[How to complete this task] Stop after the line that contains "0 #4d5459) drop-shadow(-2px"; until then, restate each line of the entries word for word from the very first.

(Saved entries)
^^^^^^^^^^^^^^^^

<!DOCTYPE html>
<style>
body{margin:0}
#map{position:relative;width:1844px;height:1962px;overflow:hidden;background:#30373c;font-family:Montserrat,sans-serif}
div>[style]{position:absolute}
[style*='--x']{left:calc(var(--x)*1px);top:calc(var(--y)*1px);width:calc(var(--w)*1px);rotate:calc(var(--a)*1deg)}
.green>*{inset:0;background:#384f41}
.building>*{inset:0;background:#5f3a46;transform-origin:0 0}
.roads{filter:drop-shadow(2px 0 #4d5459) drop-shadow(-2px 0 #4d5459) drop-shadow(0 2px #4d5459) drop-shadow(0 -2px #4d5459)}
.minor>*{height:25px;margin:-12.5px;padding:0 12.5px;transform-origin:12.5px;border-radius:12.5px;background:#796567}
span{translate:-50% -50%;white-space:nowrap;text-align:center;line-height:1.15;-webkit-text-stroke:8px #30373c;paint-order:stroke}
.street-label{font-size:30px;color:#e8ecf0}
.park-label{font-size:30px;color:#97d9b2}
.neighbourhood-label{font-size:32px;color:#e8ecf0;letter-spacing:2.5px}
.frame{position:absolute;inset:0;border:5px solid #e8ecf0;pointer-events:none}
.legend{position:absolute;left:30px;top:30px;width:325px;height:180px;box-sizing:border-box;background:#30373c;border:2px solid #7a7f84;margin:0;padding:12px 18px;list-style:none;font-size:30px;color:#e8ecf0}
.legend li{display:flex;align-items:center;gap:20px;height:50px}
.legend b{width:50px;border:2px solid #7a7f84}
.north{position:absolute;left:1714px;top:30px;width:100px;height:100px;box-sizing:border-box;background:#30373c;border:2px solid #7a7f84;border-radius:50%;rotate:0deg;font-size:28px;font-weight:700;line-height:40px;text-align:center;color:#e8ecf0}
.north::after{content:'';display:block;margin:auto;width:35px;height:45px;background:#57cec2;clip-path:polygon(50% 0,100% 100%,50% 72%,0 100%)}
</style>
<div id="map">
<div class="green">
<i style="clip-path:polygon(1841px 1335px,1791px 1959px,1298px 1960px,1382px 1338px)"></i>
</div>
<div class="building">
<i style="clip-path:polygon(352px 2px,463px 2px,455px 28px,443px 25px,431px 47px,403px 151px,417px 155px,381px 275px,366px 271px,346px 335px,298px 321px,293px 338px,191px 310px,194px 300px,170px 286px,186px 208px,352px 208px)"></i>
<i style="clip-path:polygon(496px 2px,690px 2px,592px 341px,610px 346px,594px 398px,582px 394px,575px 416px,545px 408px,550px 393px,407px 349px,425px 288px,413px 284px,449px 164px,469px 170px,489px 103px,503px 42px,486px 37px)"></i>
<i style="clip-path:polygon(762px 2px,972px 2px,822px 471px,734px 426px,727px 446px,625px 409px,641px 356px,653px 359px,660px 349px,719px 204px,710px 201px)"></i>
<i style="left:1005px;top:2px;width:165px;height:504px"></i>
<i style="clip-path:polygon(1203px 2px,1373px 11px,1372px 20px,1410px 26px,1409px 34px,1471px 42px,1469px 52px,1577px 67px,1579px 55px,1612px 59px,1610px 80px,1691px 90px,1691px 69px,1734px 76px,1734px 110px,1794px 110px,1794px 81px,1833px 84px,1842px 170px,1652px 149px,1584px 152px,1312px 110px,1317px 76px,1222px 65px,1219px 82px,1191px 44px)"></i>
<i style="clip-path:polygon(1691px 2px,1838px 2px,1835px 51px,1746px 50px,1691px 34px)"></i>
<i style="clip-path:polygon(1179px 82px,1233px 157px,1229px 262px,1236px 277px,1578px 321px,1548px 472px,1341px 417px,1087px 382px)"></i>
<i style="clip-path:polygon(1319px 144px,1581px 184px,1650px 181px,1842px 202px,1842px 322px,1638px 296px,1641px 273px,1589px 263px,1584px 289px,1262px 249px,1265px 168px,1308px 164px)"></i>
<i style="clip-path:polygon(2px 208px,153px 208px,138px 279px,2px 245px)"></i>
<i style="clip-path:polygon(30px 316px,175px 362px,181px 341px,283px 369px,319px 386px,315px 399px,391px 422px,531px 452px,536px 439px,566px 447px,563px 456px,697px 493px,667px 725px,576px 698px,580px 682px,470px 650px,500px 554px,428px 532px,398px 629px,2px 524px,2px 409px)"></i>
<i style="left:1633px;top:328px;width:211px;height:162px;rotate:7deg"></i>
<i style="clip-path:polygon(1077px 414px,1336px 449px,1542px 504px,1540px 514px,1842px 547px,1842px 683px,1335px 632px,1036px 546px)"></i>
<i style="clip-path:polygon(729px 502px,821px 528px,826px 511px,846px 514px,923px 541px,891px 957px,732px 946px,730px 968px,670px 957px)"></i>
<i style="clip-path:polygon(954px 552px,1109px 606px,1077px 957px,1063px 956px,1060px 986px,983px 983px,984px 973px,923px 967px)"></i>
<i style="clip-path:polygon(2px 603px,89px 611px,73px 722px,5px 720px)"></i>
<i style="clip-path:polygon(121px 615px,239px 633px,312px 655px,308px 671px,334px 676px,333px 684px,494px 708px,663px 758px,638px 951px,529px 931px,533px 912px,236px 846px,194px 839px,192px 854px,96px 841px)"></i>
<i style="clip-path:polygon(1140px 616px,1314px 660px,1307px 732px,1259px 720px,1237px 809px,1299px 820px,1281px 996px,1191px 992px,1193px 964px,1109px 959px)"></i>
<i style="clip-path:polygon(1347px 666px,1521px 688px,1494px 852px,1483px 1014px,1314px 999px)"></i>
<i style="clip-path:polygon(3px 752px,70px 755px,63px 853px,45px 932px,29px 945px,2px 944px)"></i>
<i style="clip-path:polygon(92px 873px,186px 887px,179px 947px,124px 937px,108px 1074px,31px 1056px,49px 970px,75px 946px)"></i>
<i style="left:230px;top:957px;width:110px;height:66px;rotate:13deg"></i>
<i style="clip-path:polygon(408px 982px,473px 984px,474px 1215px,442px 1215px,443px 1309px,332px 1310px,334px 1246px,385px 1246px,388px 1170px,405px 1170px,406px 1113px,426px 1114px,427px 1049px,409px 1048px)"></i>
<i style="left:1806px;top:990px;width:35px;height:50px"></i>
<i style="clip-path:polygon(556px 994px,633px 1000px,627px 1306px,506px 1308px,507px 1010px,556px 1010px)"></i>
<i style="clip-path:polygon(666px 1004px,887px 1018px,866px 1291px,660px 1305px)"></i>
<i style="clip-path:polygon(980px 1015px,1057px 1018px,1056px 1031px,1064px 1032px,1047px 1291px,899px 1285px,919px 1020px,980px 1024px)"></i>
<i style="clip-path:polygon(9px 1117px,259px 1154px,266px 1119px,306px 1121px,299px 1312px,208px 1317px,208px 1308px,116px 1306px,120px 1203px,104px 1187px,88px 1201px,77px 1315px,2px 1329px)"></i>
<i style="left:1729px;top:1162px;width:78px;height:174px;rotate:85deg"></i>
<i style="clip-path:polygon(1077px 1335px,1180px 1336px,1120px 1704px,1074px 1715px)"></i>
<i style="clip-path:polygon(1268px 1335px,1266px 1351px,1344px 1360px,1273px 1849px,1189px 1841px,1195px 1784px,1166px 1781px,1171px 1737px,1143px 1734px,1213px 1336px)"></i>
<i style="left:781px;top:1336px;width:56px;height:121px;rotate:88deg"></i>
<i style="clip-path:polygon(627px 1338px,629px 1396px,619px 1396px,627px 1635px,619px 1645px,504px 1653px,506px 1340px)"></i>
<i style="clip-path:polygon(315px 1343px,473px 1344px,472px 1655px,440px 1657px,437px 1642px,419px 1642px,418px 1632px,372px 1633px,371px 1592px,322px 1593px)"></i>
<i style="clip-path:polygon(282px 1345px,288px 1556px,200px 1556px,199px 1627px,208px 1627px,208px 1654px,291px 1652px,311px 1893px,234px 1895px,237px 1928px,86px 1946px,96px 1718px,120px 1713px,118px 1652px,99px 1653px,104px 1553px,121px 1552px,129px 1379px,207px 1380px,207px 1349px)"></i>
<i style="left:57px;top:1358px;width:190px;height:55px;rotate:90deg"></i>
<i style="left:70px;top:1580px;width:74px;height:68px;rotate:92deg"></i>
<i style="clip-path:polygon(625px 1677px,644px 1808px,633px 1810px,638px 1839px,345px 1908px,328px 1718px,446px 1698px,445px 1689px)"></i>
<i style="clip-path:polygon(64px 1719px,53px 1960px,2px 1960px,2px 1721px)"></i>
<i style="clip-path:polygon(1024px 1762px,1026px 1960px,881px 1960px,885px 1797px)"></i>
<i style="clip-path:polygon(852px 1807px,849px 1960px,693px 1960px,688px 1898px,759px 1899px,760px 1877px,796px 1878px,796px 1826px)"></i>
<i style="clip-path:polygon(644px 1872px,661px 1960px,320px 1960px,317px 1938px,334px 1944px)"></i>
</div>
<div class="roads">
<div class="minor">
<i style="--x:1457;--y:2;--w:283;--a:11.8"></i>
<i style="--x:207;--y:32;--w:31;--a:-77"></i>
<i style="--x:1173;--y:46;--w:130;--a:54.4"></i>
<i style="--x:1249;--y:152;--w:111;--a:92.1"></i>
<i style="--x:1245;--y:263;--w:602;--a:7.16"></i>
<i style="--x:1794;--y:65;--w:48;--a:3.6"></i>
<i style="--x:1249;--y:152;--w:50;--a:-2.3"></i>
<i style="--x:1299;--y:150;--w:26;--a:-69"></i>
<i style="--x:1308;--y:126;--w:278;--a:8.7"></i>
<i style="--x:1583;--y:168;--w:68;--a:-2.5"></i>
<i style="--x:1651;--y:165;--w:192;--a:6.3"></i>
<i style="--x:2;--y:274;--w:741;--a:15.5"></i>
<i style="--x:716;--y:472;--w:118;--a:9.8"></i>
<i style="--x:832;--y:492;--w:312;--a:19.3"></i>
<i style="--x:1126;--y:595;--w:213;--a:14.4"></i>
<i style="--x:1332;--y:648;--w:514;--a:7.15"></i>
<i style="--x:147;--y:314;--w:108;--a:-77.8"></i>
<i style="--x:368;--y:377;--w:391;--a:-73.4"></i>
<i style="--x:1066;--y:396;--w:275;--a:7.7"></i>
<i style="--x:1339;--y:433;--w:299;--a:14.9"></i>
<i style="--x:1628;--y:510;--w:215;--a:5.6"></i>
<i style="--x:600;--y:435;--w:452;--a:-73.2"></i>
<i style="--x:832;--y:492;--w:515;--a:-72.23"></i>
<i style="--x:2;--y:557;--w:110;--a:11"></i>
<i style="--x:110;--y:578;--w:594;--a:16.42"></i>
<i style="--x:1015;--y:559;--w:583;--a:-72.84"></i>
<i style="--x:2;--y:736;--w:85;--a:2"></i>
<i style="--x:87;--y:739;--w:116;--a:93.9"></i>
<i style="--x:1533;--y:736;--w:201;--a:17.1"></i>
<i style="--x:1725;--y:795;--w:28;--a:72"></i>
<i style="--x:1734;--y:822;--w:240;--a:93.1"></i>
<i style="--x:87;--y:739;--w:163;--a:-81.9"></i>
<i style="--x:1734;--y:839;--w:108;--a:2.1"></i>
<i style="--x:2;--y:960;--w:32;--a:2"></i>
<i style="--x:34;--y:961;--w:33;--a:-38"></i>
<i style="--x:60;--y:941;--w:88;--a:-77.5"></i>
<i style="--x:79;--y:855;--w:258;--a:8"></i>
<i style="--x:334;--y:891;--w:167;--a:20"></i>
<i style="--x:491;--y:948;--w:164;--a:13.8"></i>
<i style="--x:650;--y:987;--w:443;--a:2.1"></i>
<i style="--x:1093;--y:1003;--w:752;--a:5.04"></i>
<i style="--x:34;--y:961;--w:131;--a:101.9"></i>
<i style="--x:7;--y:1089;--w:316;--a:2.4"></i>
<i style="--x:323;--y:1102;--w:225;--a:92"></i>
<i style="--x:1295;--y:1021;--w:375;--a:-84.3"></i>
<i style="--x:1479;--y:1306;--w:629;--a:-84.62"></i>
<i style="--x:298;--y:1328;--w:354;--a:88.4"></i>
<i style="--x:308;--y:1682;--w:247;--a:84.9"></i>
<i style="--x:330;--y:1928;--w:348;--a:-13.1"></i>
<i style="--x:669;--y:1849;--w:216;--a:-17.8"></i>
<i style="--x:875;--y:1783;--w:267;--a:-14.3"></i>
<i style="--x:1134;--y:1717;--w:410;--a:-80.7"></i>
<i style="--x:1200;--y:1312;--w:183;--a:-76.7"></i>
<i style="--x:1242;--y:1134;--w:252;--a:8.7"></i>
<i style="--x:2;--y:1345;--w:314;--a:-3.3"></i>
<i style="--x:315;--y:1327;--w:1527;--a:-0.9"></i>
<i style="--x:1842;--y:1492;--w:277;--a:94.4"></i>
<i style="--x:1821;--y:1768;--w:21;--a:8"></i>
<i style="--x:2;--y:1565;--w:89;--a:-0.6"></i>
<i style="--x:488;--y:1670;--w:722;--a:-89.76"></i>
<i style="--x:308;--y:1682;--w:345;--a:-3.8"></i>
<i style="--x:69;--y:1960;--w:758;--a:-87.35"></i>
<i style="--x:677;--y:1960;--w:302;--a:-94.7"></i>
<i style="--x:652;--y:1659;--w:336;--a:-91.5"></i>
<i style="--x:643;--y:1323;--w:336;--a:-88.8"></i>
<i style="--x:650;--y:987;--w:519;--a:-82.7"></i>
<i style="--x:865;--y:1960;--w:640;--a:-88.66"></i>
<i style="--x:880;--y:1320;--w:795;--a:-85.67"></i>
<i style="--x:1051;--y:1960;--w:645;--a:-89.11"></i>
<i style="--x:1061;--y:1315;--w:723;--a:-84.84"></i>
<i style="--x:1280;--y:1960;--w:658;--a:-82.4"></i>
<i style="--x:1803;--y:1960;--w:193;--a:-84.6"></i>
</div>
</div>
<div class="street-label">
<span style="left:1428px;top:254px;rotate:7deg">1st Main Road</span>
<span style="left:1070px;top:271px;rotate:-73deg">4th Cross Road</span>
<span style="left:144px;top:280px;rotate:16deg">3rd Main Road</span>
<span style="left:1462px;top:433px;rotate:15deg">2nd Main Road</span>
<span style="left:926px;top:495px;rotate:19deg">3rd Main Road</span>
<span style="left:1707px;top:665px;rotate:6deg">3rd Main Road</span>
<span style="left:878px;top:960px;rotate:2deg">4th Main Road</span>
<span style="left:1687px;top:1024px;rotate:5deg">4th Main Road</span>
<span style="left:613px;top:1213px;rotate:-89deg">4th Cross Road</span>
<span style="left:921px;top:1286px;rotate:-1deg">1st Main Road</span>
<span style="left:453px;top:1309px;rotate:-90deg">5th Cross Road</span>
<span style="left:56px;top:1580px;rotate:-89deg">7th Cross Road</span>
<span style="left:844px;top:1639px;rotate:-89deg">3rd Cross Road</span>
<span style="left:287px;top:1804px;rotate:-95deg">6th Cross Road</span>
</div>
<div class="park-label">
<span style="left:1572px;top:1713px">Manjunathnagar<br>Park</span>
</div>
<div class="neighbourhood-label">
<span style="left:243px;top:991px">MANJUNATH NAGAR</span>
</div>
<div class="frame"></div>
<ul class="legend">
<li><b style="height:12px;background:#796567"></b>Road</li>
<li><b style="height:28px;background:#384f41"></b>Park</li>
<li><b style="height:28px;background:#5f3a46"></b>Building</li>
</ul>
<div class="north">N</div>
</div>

^^^^^^^^^^^^^^^^

[Output of the task]
<!DOCTYPE html>
<style>
body{margin:0}
#map{position:relative;width:1844px;height:1962px;overflow:hidden;background:#30373c;font-family:Montserrat,sans-serif}
div>[style]{position:absolute}
[style*='--x']{left:calc(var(--x)*1px);top:calc(var(--y)*1px);width:calc(var(--w)*1px);rotate:calc(var(--a)*1deg)}
.green>*{inset:0;background:#384f41}
.building>*{inset:0;background:#5f3a46;transform-origin:0 0}
.roads{filter:drop-shadow(2px 0 #4d5459) drop-shadow(-2px 0 #4d5459) drop-shadow(0 2px #4d5459) drop-shadow(0 -2px #4d5459)}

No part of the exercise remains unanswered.